Starter Questions
Do you know how to chose what actions to focus on first?
How do you establish metrics to measure the success of your business case?
What can your executives help with regarding implementation?
How to Succeed with Implementation
After your business case is approved, you need a proven strategy for successful implementation.
Pick the most impactful efforts first. Remember that not all problems are worth solving. Reviewing Figure 1 below from Part 4, “Simplify current program” will have a much greater impact than “Create additional templates”. Also, “Provide regular training” must happen because much of the example feedback informed us that most team members had not been trained at all. (Recall that simplifying the program will also help with training. A simpler system is easier to train on.)
Pick two or three actions every quarter and accomplish them extremely well. Do not try to do it all at once. You need to make progress to create momentum for change, but also not succumb to the pressure to deliver quickly. Think about your business case as the climb up the mountain to the summit, and implementation as the journey back down – which any experienced mountaineer will tell you is more difficult than making the summit.
Establish Metrics for Success and Reporting Your Progress
Measuring the success of your business case is done by reporting the performance metrics. Establishing metrics is extremely difficult, as much an art as it is a science. (I’m reading Steve McCabe’s Benchmarking in Construction to guide me on this myself - more to come in future articles.) Because quality can be subjective, there are no global measurement standards (at least that I’m aware of) that apply to all organizations. The success of a quality program is specific to each individual company, its culture, and business strategy.
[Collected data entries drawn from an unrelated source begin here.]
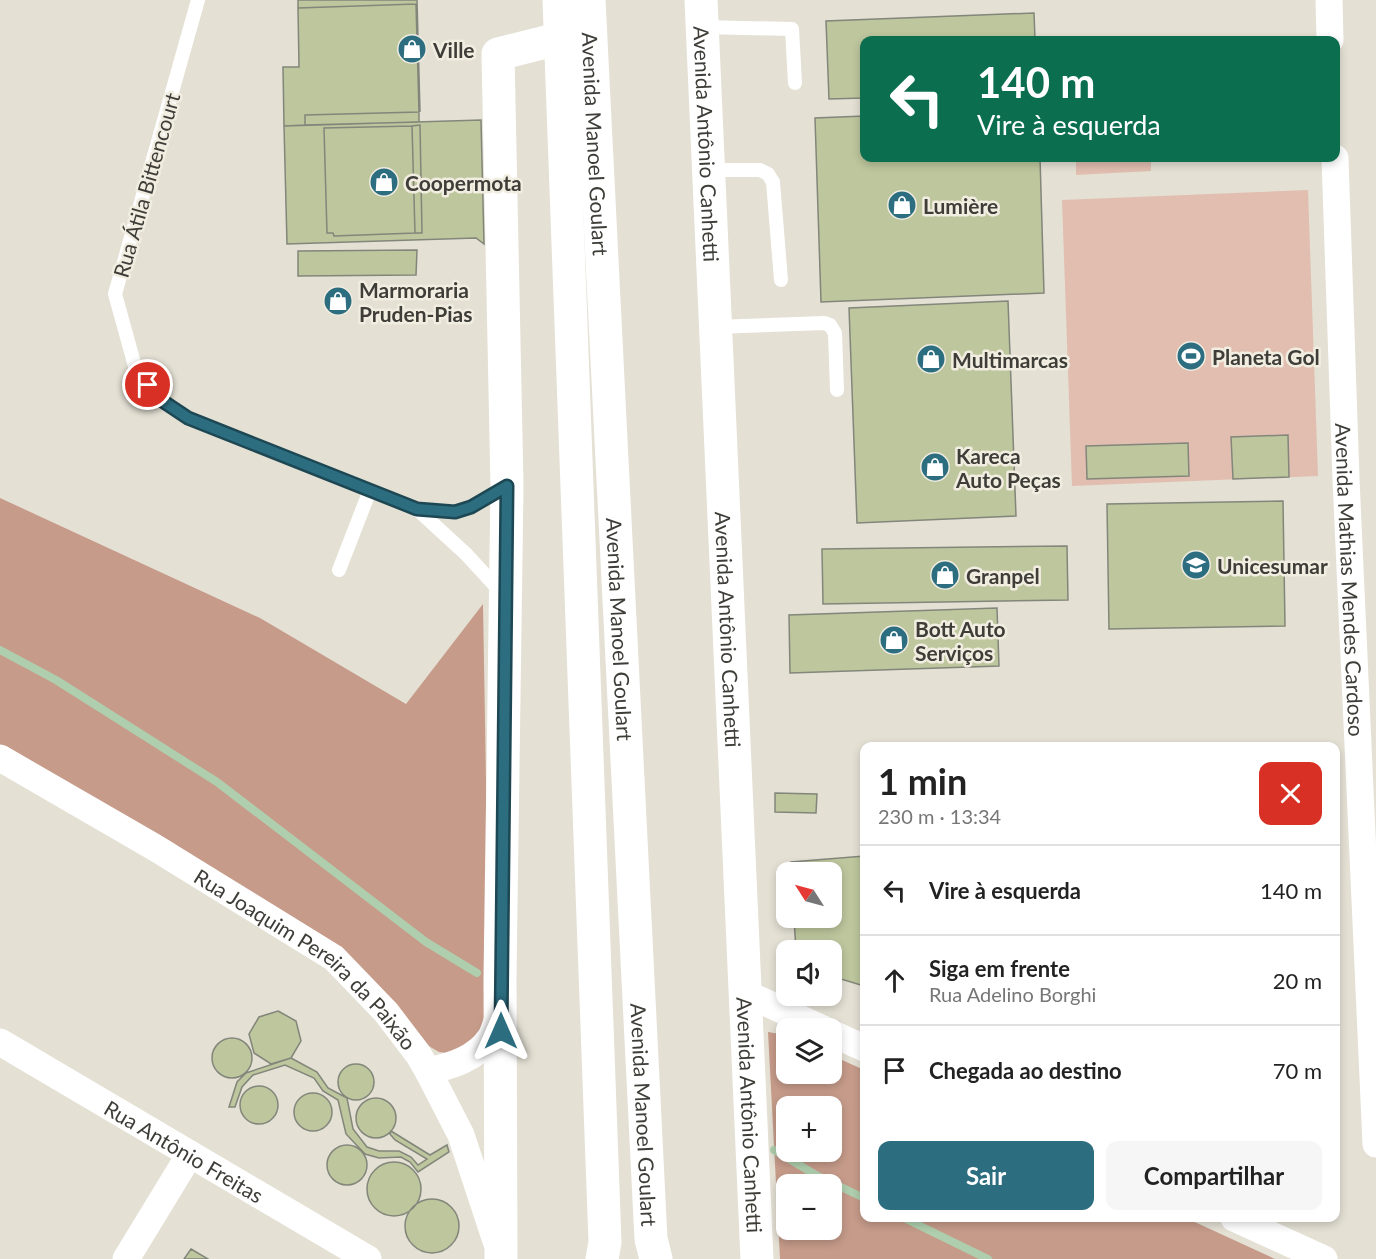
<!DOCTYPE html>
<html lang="pt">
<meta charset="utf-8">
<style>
:root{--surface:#fff;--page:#f6f6f6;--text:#222;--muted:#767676;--line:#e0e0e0;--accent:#2c6d80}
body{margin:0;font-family:Lato,sans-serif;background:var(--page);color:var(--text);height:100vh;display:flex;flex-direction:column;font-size:22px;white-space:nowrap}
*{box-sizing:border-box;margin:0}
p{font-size:20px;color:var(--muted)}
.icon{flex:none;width:33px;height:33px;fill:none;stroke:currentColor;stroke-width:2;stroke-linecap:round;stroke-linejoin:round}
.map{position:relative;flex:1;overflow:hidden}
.panel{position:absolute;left:860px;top:742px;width:480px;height:480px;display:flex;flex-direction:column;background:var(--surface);border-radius:12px;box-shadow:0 3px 9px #0003}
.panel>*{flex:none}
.guide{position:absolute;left:860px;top:36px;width:480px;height:126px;border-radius:12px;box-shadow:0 3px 9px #0003;background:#0b6e4f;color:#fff;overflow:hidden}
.needle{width:39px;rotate:306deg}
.buttons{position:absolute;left:776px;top:862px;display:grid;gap:12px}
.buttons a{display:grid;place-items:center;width:66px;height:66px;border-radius:12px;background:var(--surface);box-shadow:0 3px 9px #0003;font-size:30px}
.pin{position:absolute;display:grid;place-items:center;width:51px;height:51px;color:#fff;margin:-26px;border:3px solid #fff;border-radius:50%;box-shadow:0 2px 6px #0007}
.me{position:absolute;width:66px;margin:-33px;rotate:0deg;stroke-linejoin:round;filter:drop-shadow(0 0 4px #0008)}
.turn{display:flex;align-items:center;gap:21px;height:126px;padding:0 18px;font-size:27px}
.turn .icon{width:78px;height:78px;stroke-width:2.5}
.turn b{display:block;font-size:42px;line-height:51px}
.round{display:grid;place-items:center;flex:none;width:63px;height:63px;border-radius:12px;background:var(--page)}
.overview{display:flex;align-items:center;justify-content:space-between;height:102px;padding:0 18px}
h1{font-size:36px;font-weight:700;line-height:45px}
.primary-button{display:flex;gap:12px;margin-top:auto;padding:12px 18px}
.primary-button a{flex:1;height:69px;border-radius:12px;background:var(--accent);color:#fff;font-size:24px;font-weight:700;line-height:69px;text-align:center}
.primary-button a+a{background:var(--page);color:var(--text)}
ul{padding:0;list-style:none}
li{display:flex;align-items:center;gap:18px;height:90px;padding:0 18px;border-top:2px solid var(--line)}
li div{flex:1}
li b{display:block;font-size:22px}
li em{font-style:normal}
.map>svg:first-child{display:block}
</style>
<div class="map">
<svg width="1376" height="1259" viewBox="0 0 1376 1259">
<rect width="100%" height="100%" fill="#e4e0d4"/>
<!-- green -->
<path fill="#e1beb0" d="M 1076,158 L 1151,158 L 1151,171 L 1076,175 Z
M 1308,190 L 1318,476 L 1072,486 L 1062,200 Z"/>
<!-- forest -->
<path fill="#c69b8a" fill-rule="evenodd" d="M 0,498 L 260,618 L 406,704 L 483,604 L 490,1016 L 475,1041 L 454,1054 L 439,1052 L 427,1045 L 334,949 L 170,841 L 0,748 Z
M 768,1032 L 786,1035 L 786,1074 L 831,1074 L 831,1055 L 864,1070 L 864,1218 L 1186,1218 L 1275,1259 L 780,1259 ZM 786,1107 L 831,1107 L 831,1152 L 786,1152 ZM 786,1185 L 831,1185 L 831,1230 L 786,1230 Z"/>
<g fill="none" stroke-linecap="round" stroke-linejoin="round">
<!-- stream -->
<path stroke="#afcead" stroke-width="8" d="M 0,650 L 56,680 L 217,782 L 426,942 L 477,973
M 774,1150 L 816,1175 L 864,1198
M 904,1218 L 988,1259"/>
</g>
<!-- building -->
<path fill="#bdc69d" stroke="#83867b" stroke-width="1.5" d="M 298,0 L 417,0 L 420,112 L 416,4 L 298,8 Z
M 416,4 L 419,112 L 305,115 L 305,125 L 284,126 L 283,67 L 299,67 L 298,8 Z
M 1034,13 L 1035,40 L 864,40 L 864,98 L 829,99 L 826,21 Z
M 419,112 L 419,122 L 305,125 L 305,115 Z
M 864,116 L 864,158 L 1040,158 L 1044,293 L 821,302 L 815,118 Z
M 481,120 L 484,244 L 476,238 L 287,244 L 284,126 Z
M 420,125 L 422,233 L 415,233 L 412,126 Z
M 412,126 L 415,233 L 334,236 L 333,233 L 327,233 L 324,128 Z
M 417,250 L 416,275 L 298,276 L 298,251 Z
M 1008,301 L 1016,516 L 857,523 L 849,308 Z
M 1288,435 L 1289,477 L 1233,479 L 1231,437 Z
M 1188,443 L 1189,476 L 1087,479 L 1086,446 Z
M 1283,501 L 1285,626 L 1109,629 L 1107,504 Z
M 1067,546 L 1068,600 L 823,604 L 822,549 Z
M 997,608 L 999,666 L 790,673 L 789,615 Z
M 775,793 L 817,794 L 816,813 L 775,812 Z
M 864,856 L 864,986 L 831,976 L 831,951 L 796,951 L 794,918 L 831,918 L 831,873 L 791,873 L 791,862 Z
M 278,1011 L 296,1021 L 301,1041 L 291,1058 L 271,1064 L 254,1053 L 249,1034 L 259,1017 Z
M212 1058a20 20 0 1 1 40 0a20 20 0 1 1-40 0Z
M 291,1058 L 317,1072 L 328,1088 L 347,1098 L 353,1129 L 367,1147 L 379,1151 L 399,1151 L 411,1157 L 418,1165 L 427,1159 L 395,1140 L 390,1134 L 391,1131 L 430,1155 L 447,1145 L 449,1152 L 418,1172 L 410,1162 L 401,1157 L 379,1158 L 365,1154 L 346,1134 L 338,1100 L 323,1091 L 314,1078 L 285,1065 L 253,1075 L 242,1087 L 235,1107 L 229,1107 L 237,1082 L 246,1073 Z
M338 1082a18 18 0 1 1 36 0a18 18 0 1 1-36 0Z
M240 1105a19 19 0 1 1 38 0a19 19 0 1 1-38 0Z
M294 1112a19 19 0 1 1 38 0a19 19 0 1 1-38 0Z
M356 1118a20 20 0 1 1 40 0a20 20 0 1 1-40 0Z
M327 1165a20 20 0 1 1 40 0a20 20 0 1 1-40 0Z
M367 1189a27 27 0 1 1 54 0a27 27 0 1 1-54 0Z
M405 1226a27 27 0 1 1 54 0a27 27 0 1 1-54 0Z
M 191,1249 L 208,1259 L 184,1259 Z"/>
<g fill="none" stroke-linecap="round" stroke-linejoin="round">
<!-- lane -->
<path stroke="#fff" stroke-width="14" d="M 198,0 L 115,294 L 136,370 L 161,400 L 188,418 L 417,509
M 702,27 L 792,29 L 795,83
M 710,170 L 760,170 L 768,174 L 773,182 L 781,280
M 715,327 L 824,323 L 830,325 L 835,333 L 837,390
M 339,570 L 370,490
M 500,591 L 466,554 L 417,509 L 455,512 L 471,507 L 505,487"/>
<!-- street -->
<g stroke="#fff" stroke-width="27">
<path d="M 1329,0 L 1330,40"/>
<path id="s1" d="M 1335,158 L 1346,479 L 1376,1144"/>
<path id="s2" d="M 0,758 L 154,847 L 334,958 L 386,1012 L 418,1054 L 428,1071 L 461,1135 L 496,1241"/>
<path d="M 745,993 L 823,1029"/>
<path d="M 831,1033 L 864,1048"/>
<path id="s3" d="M 0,1042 L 368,1259"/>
<path d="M 428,1071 C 451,1066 476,1059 490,1038 C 495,1031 497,1019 500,1011"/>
<path d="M 1234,1218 L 1324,1259"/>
<path d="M 126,1259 L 190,1154"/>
</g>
<!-- secondary -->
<g stroke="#fff" stroke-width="33">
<path d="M 559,0 L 605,1242 L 602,1259"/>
<path id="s4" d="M 589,0 L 651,1239 L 656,1259"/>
<path id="s5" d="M 701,0 L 757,1259"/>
<path d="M 501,1259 L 500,978 L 507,486 L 498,54 L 562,38"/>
</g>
</g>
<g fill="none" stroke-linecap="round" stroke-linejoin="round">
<!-- route casing -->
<g stroke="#1d4753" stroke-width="15">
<path id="route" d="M 148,385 L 161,400 L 188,418 L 417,509 L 455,512 L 471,507 L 507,486 L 501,1031"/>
</g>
<!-- route -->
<use href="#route" stroke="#2c6d80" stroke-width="10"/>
</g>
<!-- icons -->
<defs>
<g id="shop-disc" transform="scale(1.5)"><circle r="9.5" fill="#2c6d80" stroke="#f1ede1"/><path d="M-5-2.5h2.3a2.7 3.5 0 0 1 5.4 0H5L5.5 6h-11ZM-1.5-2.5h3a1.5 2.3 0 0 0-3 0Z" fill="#fff"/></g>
<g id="stadium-disc" transform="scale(1.5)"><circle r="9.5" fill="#2c6d80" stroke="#f1ede1"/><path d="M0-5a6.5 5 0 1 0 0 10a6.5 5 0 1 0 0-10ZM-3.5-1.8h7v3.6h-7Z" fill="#fff"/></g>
<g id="school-disc" transform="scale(1.5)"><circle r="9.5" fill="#2c6d80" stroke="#f1ede1"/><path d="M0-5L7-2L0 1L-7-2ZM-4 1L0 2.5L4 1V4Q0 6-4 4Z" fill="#fff"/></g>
</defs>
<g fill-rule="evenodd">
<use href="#shop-disc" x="412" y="49"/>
<use href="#shop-disc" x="384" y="182"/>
<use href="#shop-disc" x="902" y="205"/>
<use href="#shop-disc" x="338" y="301"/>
<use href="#stadium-disc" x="1191" y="356"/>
<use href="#shop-disc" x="931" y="359"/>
<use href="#shop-disc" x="935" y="467"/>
<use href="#school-disc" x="1196" y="565"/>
<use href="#shop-disc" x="945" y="575"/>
<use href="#shop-disc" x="894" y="640"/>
</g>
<g text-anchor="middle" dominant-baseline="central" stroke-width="5" stroke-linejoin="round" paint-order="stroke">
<!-- poi labels -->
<g font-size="21" font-weight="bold" fill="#3e3d38" stroke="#f1ede1" text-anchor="start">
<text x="433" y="49">Ville</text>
<text x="405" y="182">Coopermota</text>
<text x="923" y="205">Lumière</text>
<text x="359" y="289">Marmoraria<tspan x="359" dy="24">Pruden-Pias</tspan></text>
<text x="1212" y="356">Planeta Gol</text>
<text x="952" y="359">Multimarcas</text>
<text x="956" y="455">Kareca<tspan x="956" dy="24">Auto Peças</tspan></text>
<text x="1217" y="565">Unicesumar</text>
<text x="966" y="575">Granpel</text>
<text x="915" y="628">Bott Auto<tspan x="915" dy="24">Serviços</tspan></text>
</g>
<!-- street labels -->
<g font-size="21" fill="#3e3d38" stroke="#f1ede1">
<text stroke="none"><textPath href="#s4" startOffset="144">Avenida Manoel Goulart</textPath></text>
<text stroke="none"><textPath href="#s5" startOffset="144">Avenida Antônio Canhetti</textPath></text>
<text transform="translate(146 185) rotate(-74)">Rua Átila Bittencourt</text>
<text stroke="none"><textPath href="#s1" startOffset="422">Avenida Mathias Mendes Cardoso</textPath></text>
<text stroke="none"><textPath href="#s5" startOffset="630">Avenida Antônio Canhetti</textPath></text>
<text stroke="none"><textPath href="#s4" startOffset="630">Avenida Manoel Goulart</textPath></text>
<text stroke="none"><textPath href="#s2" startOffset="368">Rua Joaquim Pereira da Paixão</textPath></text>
<text stroke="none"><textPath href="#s4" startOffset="1116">Avenida Manoel Goulart</textPath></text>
<text stroke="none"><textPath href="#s5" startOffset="1116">Avenida Antônio Canhetti</textPath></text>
<text stroke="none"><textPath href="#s3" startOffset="214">Rua Antônio Freitas</textPath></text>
</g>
</g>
</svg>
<div class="buttons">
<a><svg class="needle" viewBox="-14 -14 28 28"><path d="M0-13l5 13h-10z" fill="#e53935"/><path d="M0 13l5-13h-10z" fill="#767676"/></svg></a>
<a><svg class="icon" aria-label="sound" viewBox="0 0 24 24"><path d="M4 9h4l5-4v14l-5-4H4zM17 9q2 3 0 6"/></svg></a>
<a><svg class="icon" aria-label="layers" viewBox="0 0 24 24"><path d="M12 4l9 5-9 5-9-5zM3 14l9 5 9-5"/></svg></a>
<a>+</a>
<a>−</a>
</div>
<div class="pin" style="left:148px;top:385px;background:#d93025"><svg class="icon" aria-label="arrive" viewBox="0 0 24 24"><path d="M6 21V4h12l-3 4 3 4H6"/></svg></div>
<svg class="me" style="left:501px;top:1031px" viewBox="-20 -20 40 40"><path d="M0-17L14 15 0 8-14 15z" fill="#2c6d80" stroke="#fff" stroke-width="4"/></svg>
<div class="guide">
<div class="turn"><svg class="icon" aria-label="left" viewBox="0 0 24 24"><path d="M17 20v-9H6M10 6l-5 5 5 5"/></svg><div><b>140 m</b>Vire à esquerda</div></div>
</div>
<section class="panel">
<div class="overview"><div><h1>1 min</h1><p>230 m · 13:34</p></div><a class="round" style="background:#d93025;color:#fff"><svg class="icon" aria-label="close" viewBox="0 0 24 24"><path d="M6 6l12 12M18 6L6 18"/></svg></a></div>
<ul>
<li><svg class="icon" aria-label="left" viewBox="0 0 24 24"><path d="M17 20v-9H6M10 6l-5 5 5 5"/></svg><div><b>Vire à esquerda</b></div><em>140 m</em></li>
<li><svg class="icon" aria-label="ahead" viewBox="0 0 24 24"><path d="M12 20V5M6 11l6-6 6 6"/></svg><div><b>Siga em frente</b><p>Rua Adelino Borghi</p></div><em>20 m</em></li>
<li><svg class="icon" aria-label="arrive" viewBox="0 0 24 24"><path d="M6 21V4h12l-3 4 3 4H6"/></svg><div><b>Chegada ao destino</b></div><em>70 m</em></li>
</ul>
<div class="primary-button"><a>Sair</a><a>Compartilhar</a></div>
</section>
</div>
True metrics measure the change in behavior. Identify what success looks like and the corresponding behaviors you’re looking for when team members use your new or enhanced quality system and turn those into a metric.
Here’s an example that could apply to “Simplify current program” using the Objective and Key Results framework:
Objective: Simplify the existing inspection checklists.
Key Result: All 150 corporate checklists are one page or 10 items or less (whichever is shorter) by October 1, 2025. Some exceptions will exist (building envelope or building automation, for example).
Your metrics should be measurable and identify the change in behavior you’re looking for. Before finalizing your metrics (or Key Results), ask your executives and other stakeholders how they want to see you report against your objectives. Show them your Key Results and ask if the information provides value and helps solve the identified problem. (If the metrics do not align with the language they speak, you’ll have a more difficult time maintaining their continued support.) If they don’t understand what you’re doing, they won’t support you because they won’t have the knowledge to do so.
As part of your reporting effort:
Be very articulate about what you’ve set out to accomplish each quarter (or reporting interval you’ve chosen).
Request tactical support from your executives each time you meet with them. (“I need your support doing xyz to help me achieve this part of my objective.”)
In order for your executives to own the decision to invest in quality, they must help make forward progress after the business case is approved.